Nevertheless, CREW, to their credit, obtained this document. And so, as of tonight, we can now tell, we can now see for the first time that the Trump White House has been maneuvering so if Rod Rosenstein is fired or quits, the guy from the law firm that is representing the Trump campaign in the Russia investigation will be allowed to oversee, to take over the whole Russia investigation.

Now, we have posted that document online if you want to see it at our website, MaddowBlog.com, but it is CREW that obtained this for the first time. And credit to them for getting it and for making it public.

And it`s worth knowing about, right? It`s worth knowing about it in its own right. I also think this is just a good reminder at this point in the news cycle and in this moment in history, just in general, keep your headlights on right now. Keep your headlights on for this next week, even after the election.

I mean, even just this story here about the solicitor general, about the guy who would take over the Mueller investigation, if they fire Rod Rosenstein. I mean, this is already looking a little bit nuts, right? And they may try to do some nut stuff. They may try to make some of these big controversial moves all of the sudden before the confetti has hit the ground next week.

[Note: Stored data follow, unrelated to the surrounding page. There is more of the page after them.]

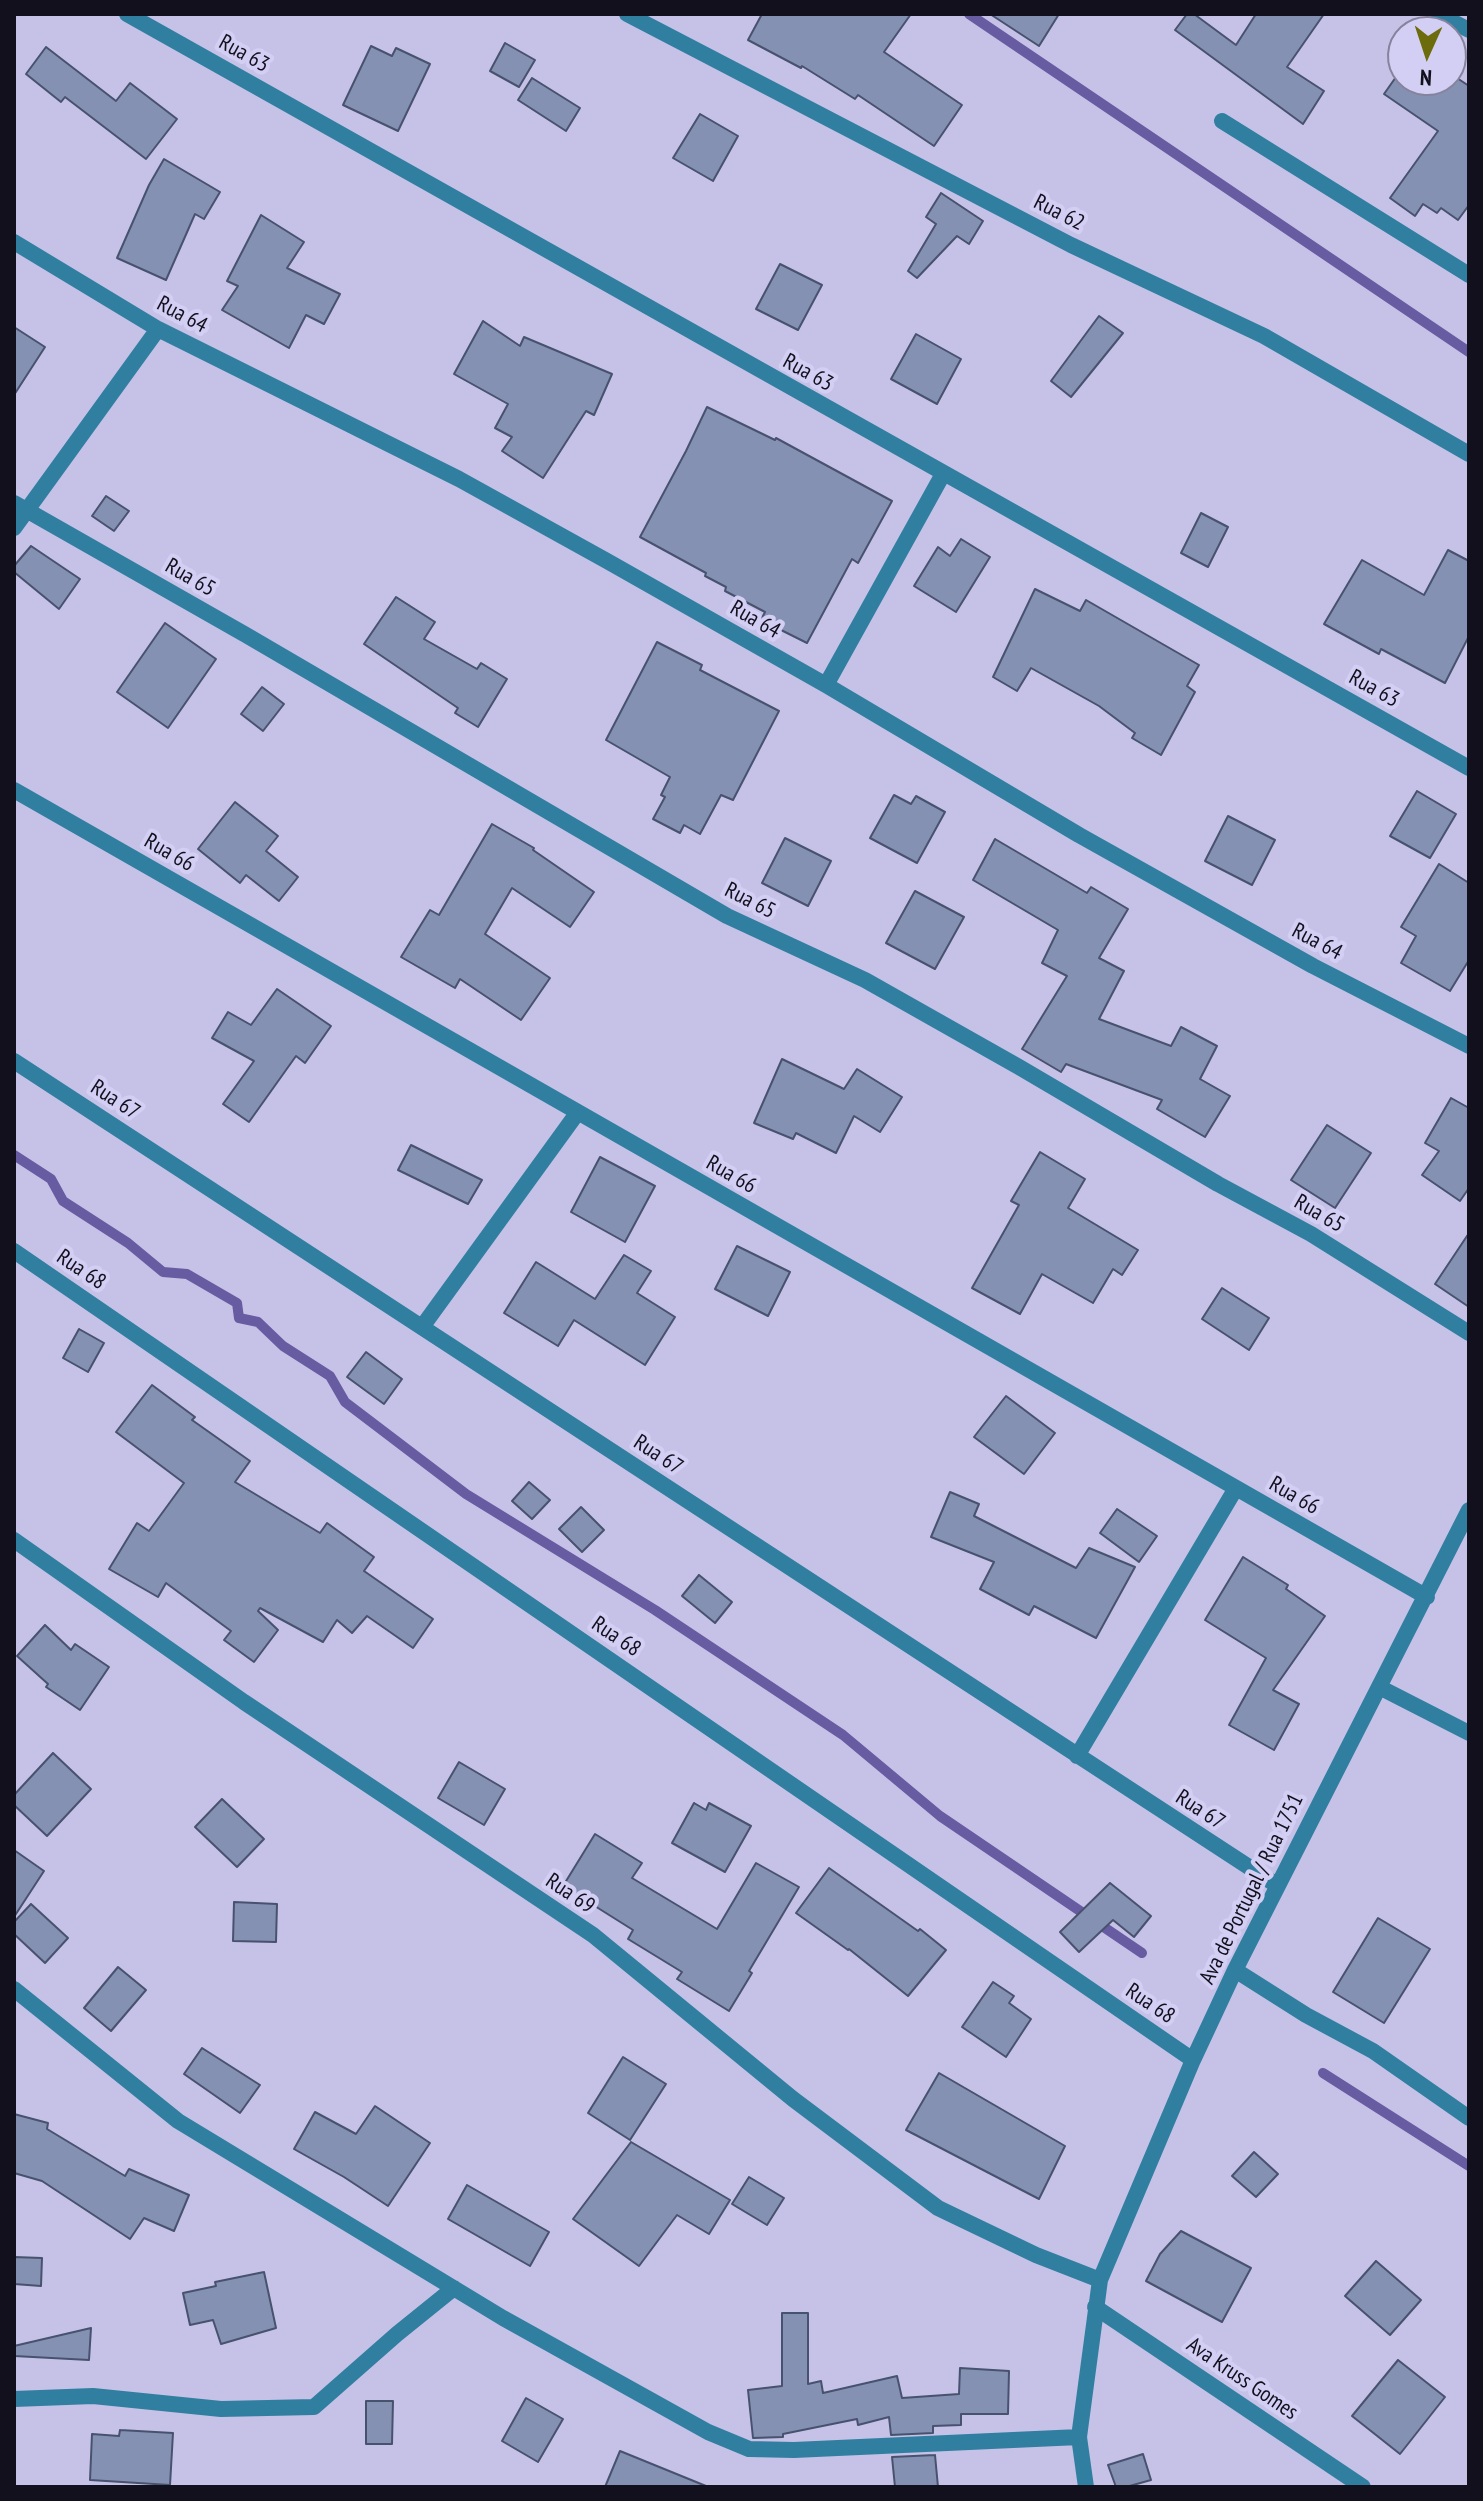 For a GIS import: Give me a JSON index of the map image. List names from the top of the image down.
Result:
{
  "streets": {
    "street": [
      "Rua 63",
      "Rua 62",
      "Rua 64",
      "Rua 65",
      "Rua 66",
      "Rua 67",
      "Rua 68",
      "Ava de Portugal / Rua 1751",
      "Rua 69",
      "Ava Kruss Gomes"
    ]
  },
  "crossings": [
    ["Rua 66", "Ava de Portugal / Rua 1751"],
    ["Rua 67", "Ava de Portugal / Rua 1751"],
    ["Rua 68", "Ava de Portugal / Rua 1751"],
    ["Ava de Portugal / Rua 1751", "Rua 69"],
    ["Ava de Portugal / Rua 1751", "Ava Kruss Gomes"]
  ],
  "north": "bottom"
}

And with this one, honestly, I don`t know how this gets resolved. I mean, I have a feeling I know why they kept it secret all these months, but I don`t know how this gets fixed. Particularly if they`re going to try to sort of spring this sort of thing on us, so nobody knows until it happens that the solicitor general is going to be allowed to do this once they fire Rosenstein. I mean, this just -- whether or not you have any sense of how the legal ethics on something like this would honestly work, this is like THE RACHEL MADDOW SHOW is in big trouble. THE RACHEL MADDOW SHOW is involved in some big, like, financial scandal, and there`s going to be an investigation, and then I go and get a waiver so that I am allowed to oversee the investigation into this big scandal at THE RACHEL MADDOW SHOW.

It`s like why? What`s the problem? I got a waiver. It turns out it`s fine. I can be impartial. Why wouldn`t I be able to investigate this fully?

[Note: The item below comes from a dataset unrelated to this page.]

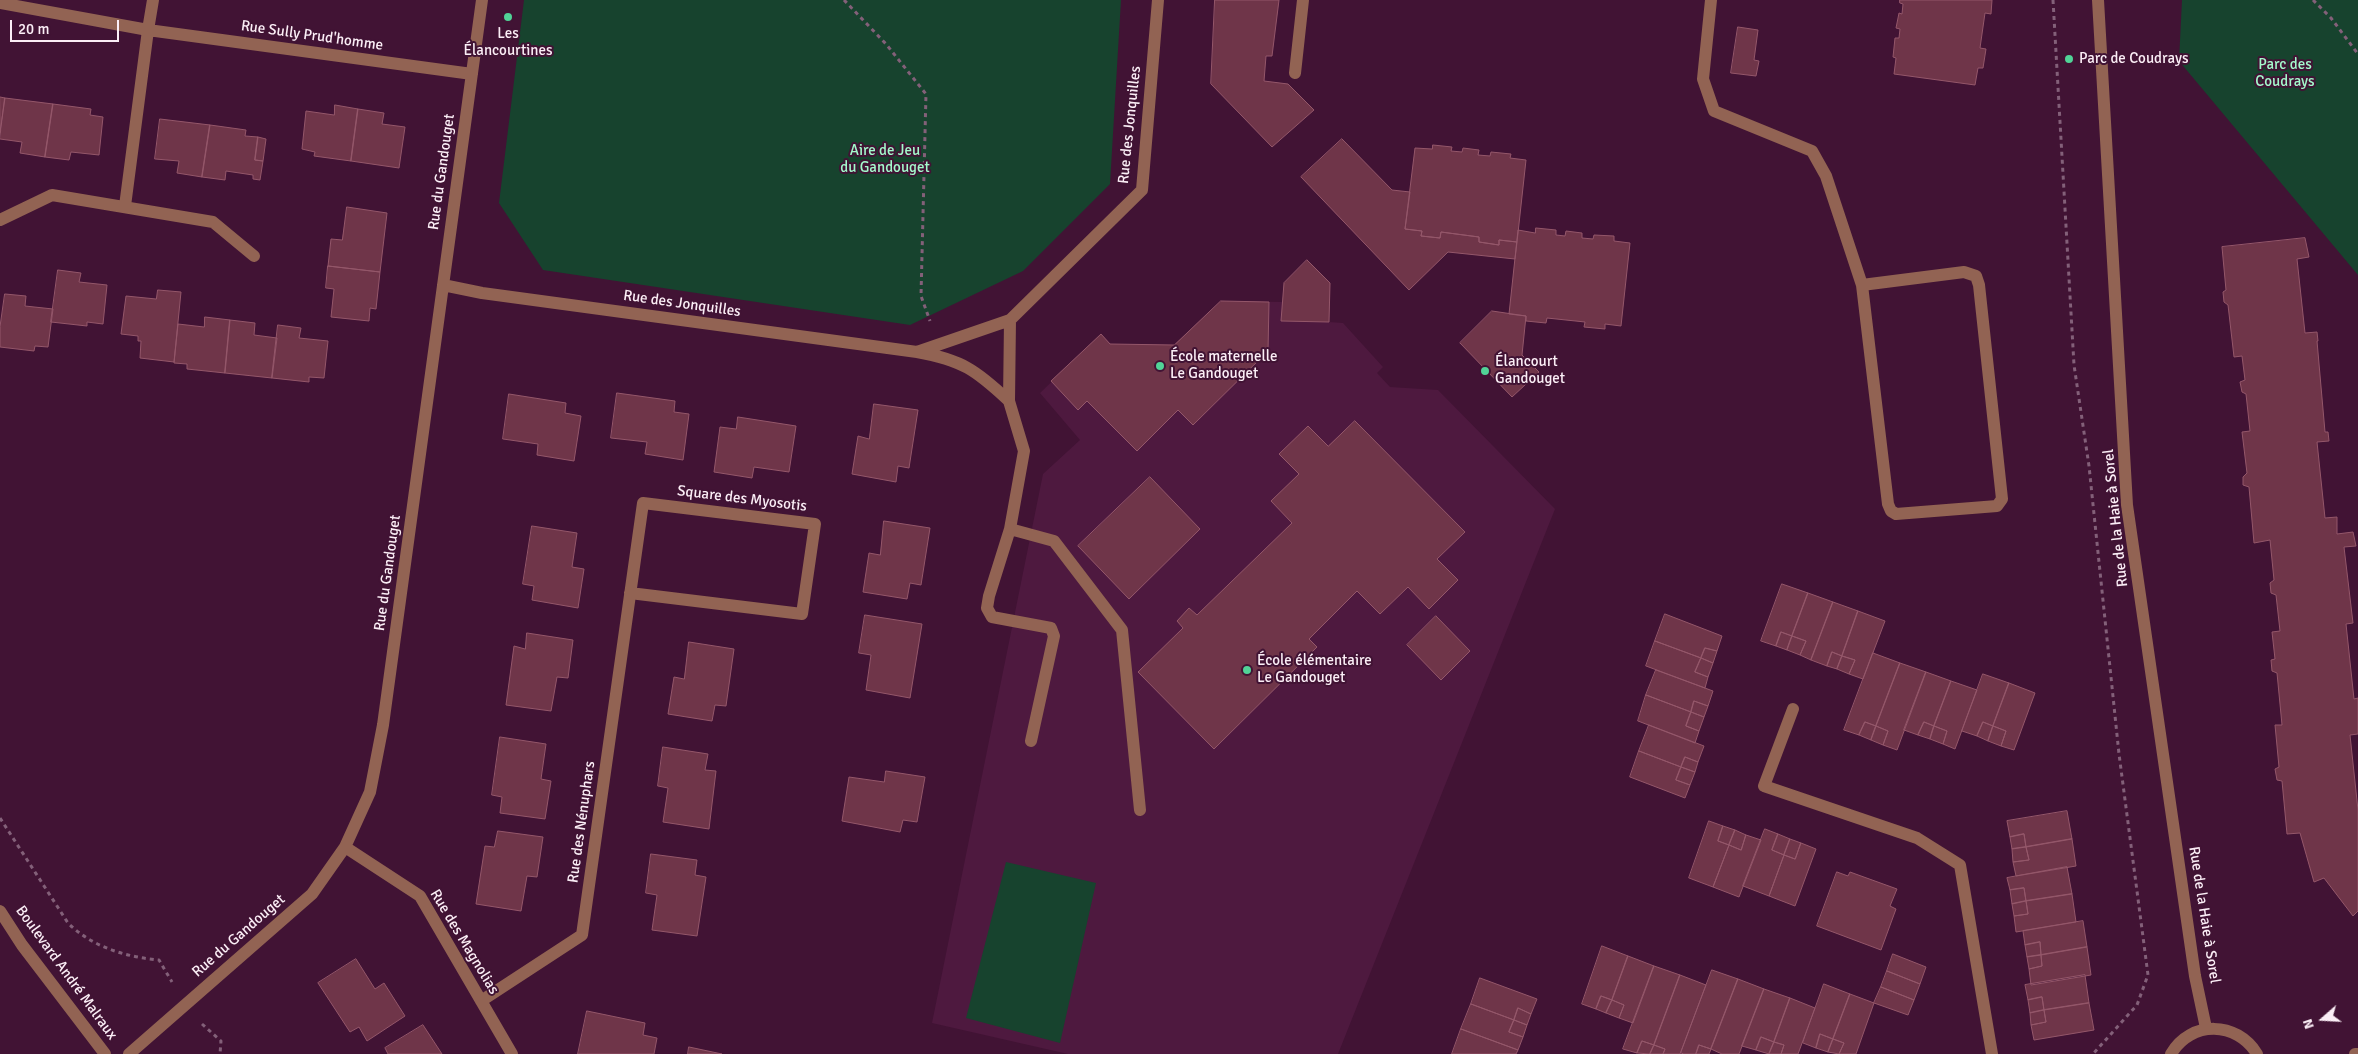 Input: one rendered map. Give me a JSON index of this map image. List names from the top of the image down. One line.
{"streets":{"street":["Rue Sully Prud'homme","Rue des Jonquilles","Rue du Gandouget","Square des Myosotis","Rue de la Haie à Sorel","Rue des Nénuphars","Rue des Magnolias","Boulevard André Malraux"]},"crossings":[["Rue Sully Prud'homme","Rue du Gandouget"],["Rue des Jonquilles","Rue du Gandouget"],["Rue du Gandouget","Rue des Magnolias"],["Square des Myosotis","Rue des Nénuphars"],["Rue des Nénuphars","Rue des Magnolias"]],"parks":["Parc des Coudrays","Aire de Jeu du Gandouget"],"places":["Les Élancourtines","Parc de Coudrays","École maternelle Le Gandouget","Élancourt Gandouget","École élémentaire Le Gandouget"],"scale_bar":"20 m","north":"left"}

But that`s what they may be trying to do, to put the whole Mueller investigation into a whole different kind of control in very short order. So watch that.

We are now four days out from the election. It does almost feel more like a presidential election this year, right, even though there is no presidential race on the ballot this year. And as we`re getting down to the wire here, down to the last four days, we are seeing a lot of legal wrangling related to the election as well.

Last night on the show, we highlighted two big standout voting rights cases, voting rights crises really where federal judges decided at the last minute that they would not weigh in to help. Both in majority Hispanic Dodge City, Kansas, where the Republican county clerk decided that this year there will be no polling place, no voting place in all of Dodge City for its 13,000 registered voters. Not a single polling place in the whole town.

Both there and in North Dakota where a newly implemented law passed by the Republican dominated state government appears to be on track to block thousand of Native American voters from casting a vote in this election. In both of those cases that we`ve been following closely, federal judges issued rulings last night in which they each voiced serious concerns and seemed rather horrified by the actions of Kansas and North Dakota officials who put these voter suppression policies in place and what the effects was turning out to be on voting rights in these communities.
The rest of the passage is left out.